While the region experiences a three percent contraction in its real GDP growth, a five percent more contraction in real per capita income is what Abebe says will unfold in Sub-Saharan Africa, an adverse impact compared to other regions with higher per capita income status. Much of the hard-earned gains now put under greater risks, Abebe warned.

Since the pandemic hit, local economic experts have been projecting low economic growth for Ethiopia as long as COVID-19 continues to impact the lives and livelihood of people. Contrary to the projections of the IMF and local experts, the government forecasted GDP to grow by 8.5 percent in 2020.
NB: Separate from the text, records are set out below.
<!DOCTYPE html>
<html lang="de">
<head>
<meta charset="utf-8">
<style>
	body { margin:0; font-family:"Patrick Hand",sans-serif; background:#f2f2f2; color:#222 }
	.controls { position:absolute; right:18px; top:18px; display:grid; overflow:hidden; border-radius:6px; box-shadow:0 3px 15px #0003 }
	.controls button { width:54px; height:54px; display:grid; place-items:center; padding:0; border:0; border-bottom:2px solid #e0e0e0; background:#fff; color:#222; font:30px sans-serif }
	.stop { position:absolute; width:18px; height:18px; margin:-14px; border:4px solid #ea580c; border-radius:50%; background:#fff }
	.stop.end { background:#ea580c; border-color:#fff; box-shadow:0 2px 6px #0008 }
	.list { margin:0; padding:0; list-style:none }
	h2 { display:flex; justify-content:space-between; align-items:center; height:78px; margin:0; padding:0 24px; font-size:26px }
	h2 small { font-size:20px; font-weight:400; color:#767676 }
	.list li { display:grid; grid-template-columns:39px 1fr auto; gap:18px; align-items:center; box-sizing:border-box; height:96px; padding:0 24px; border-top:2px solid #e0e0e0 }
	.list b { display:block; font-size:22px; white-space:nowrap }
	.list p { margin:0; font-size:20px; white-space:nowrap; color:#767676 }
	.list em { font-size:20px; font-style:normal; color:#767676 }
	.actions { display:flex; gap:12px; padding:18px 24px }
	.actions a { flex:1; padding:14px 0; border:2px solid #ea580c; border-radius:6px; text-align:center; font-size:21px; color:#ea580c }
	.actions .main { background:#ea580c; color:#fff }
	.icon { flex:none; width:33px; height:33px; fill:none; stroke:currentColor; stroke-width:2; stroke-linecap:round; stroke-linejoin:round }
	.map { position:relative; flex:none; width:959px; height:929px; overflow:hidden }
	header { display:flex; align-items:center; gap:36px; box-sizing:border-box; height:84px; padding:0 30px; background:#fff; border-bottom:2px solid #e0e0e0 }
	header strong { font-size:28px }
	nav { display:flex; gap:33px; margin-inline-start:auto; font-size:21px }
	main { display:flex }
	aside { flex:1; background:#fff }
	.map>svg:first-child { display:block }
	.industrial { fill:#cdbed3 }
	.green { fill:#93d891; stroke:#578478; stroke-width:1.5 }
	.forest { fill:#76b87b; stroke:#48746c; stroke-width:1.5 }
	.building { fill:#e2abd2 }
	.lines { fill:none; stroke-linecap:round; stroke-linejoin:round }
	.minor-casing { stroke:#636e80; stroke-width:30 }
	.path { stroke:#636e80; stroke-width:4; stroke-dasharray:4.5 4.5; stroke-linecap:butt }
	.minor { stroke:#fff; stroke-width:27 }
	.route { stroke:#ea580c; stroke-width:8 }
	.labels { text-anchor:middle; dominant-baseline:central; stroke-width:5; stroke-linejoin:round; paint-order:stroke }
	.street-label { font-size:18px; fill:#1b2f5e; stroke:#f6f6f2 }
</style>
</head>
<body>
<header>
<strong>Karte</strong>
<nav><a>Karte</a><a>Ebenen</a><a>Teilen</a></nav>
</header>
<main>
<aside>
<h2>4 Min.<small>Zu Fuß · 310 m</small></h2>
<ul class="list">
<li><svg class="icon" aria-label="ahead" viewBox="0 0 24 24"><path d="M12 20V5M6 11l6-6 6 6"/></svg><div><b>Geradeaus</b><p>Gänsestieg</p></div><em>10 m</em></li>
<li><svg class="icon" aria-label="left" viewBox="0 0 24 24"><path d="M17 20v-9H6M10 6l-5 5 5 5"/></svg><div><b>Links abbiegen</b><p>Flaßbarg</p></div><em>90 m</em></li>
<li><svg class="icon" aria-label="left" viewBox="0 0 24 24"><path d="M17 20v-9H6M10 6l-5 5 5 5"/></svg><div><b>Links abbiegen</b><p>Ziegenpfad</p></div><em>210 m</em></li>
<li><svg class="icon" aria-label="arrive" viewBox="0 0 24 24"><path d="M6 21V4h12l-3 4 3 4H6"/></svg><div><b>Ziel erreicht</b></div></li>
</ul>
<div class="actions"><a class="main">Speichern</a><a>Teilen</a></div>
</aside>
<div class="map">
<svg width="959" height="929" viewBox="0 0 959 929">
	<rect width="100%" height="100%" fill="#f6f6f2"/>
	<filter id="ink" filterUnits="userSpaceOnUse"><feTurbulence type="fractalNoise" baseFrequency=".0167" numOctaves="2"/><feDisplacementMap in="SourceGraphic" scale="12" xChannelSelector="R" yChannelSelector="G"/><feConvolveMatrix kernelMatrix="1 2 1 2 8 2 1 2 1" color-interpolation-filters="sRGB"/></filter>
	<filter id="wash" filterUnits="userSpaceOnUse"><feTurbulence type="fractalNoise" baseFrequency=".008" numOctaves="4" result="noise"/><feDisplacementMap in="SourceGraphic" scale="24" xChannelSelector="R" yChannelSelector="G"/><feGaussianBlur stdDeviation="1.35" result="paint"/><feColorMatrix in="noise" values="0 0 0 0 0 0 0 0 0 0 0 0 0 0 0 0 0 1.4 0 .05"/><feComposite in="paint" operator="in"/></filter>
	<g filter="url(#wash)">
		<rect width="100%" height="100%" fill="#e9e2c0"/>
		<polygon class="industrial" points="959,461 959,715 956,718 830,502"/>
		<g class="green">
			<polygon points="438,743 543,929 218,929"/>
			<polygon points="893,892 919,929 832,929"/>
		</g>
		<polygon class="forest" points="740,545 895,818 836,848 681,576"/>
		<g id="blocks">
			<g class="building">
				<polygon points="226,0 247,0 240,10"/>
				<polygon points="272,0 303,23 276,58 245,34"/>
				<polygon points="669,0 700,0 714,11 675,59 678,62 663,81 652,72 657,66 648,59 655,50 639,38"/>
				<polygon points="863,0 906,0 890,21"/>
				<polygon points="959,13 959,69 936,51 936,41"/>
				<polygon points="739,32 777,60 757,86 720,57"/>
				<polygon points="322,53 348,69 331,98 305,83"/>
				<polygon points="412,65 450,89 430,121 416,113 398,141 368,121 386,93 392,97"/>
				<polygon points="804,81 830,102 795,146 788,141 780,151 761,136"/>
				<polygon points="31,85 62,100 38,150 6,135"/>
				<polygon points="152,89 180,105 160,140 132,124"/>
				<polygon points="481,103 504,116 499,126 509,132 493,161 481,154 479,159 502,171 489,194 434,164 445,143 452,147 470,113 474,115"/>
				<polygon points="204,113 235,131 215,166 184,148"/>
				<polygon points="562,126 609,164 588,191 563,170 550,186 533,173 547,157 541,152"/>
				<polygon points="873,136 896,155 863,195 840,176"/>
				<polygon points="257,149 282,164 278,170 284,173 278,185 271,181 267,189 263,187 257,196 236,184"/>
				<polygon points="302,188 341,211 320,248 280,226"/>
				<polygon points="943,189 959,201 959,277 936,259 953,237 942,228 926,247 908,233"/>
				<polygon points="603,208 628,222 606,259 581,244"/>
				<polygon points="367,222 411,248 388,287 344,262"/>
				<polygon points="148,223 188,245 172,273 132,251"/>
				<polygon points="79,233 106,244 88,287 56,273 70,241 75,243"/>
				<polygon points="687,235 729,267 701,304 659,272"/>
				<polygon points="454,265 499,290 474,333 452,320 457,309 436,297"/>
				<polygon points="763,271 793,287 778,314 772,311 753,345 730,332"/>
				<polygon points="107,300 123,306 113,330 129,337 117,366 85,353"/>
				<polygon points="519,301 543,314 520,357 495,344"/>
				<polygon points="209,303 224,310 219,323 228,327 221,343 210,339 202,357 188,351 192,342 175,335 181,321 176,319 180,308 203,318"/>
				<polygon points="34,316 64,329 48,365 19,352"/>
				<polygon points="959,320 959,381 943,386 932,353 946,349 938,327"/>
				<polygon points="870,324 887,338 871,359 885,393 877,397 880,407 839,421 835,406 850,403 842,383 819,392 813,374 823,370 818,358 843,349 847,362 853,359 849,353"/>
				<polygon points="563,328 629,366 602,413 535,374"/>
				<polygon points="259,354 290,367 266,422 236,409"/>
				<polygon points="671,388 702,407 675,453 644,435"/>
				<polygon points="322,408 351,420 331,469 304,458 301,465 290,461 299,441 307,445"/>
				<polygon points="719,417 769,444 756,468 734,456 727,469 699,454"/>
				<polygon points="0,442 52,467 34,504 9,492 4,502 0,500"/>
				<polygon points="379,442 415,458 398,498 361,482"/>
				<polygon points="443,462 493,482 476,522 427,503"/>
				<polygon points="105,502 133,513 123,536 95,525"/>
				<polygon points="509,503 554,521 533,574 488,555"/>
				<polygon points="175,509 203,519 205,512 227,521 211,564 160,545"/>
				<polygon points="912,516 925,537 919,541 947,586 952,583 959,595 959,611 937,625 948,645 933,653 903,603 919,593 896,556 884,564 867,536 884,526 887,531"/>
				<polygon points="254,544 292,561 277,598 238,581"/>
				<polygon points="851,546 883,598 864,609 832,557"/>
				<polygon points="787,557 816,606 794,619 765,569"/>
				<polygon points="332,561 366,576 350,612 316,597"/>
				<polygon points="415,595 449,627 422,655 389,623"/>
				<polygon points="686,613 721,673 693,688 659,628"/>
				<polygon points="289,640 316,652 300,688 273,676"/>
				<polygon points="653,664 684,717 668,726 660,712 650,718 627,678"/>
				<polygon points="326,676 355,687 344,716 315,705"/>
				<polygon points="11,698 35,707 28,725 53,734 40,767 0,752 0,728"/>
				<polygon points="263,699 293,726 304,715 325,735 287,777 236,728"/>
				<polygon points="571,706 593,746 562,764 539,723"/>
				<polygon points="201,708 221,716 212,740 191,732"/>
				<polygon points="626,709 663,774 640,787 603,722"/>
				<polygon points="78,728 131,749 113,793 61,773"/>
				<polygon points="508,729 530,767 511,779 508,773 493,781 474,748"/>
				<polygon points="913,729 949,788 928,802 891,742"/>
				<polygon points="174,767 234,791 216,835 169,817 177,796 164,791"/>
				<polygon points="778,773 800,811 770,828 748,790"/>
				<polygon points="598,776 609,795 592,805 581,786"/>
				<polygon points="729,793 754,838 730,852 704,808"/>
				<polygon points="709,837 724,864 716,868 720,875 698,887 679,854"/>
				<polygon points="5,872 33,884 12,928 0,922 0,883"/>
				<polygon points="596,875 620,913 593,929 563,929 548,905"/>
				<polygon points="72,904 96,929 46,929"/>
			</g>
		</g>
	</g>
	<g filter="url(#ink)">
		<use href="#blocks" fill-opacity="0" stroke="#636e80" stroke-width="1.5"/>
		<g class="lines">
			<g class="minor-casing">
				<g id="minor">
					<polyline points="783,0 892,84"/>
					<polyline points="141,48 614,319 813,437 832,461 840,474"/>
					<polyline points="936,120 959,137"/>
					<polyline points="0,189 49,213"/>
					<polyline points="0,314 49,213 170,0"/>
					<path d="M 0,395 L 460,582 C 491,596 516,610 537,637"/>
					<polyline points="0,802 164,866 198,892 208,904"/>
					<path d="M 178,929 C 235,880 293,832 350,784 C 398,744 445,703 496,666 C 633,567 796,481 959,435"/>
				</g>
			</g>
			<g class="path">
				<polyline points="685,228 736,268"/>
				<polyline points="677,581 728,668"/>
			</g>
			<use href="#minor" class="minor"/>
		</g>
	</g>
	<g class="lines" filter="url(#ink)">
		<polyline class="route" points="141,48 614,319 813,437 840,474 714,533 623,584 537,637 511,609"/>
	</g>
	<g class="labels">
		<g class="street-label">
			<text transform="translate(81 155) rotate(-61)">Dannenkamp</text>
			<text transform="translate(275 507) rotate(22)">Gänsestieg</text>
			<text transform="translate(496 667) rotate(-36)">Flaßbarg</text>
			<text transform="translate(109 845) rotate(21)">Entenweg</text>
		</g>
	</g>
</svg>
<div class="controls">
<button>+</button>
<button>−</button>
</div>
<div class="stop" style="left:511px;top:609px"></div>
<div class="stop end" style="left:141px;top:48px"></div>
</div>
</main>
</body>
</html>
AlemayehuGeda (Prof.), a prominent economist, painted a dire look at the growth forecast set for the new fiscal year, predicting it will further contract and even dip into negative 2.7 percent. He pointed out that recovery is going to be sluggish and gradual despite the relatively small number of cases and deaths in Africa.

Back in August, Alemayehu casted his doubt over projections made by the government for the year 2021, on a lecture attended by the public. According to Alemayehu, that estimate is not clear as to whether it takes into account the impacts of COVID-19.

“It is not clear whether the possible impacts of COVID-19 have been taken into account in this forecast. If it is not, the government needs a growth rate of 19.7 percent to attain its 8.5 percent growth projection; and this is completely unrealistic,” Alemayehu said. Elaborating on what the 19.7 percent growth incorporates, Alemayehu said the impacts of COVID-19 would force the economy to witness an 11.2 percent contraction, if the virus lasts until the end of 2020. In the worst case, the contraction could further swell up to 16.7 percent.

Speaking to the House of Peoples’ Representatives (HPR) earlier during the week, Prime Minister Abiy Ahmed (PhD) said that the economy grew by 6.1 percent in 2020.  Concomitant to earlier projections by the Planning and Development Commission (PDC), which estimated GDP growth to decline to five to six percent in 2020, the actual growth was at 6.1, against the pre-crisis projections set at nine percent.

Apart from the GDP growth scenarios, it is to be remembered that the IMF approved a USD three billion budgetary support for the Home Grown Economic Reform Program the Abiy administration has pursued for nearly two years.  

The reform program seeks to adjust the macroeconomic imbalances, sectoral progress and structural changes of the economy. Privatization and liberalization being part of the looming reforms, IMF has pledged to provide USD three billion, although that has yet to materialize. However, officials of the Ministry of Finance said the funds are arriving phase by phase, allotted for specific projects. Haji Ibsa, director of public relations at the Ministry of Finance, said that the funds are arriving on project based approach.  

The Ministry takes the recently approved USD 412 million the IMF has disbursed to be utilized for responses to COVID-19. Nonetheless, the IMF has not clearly indicated that these funds are part of the support pledged for the Homegrown Economic Reform Program. Yet, in August alone, IMF was to release USD 350 million as part of support for the reform program. However, with unmet conditions on debt servicing and curbing inflation, the fund pulled back the funds.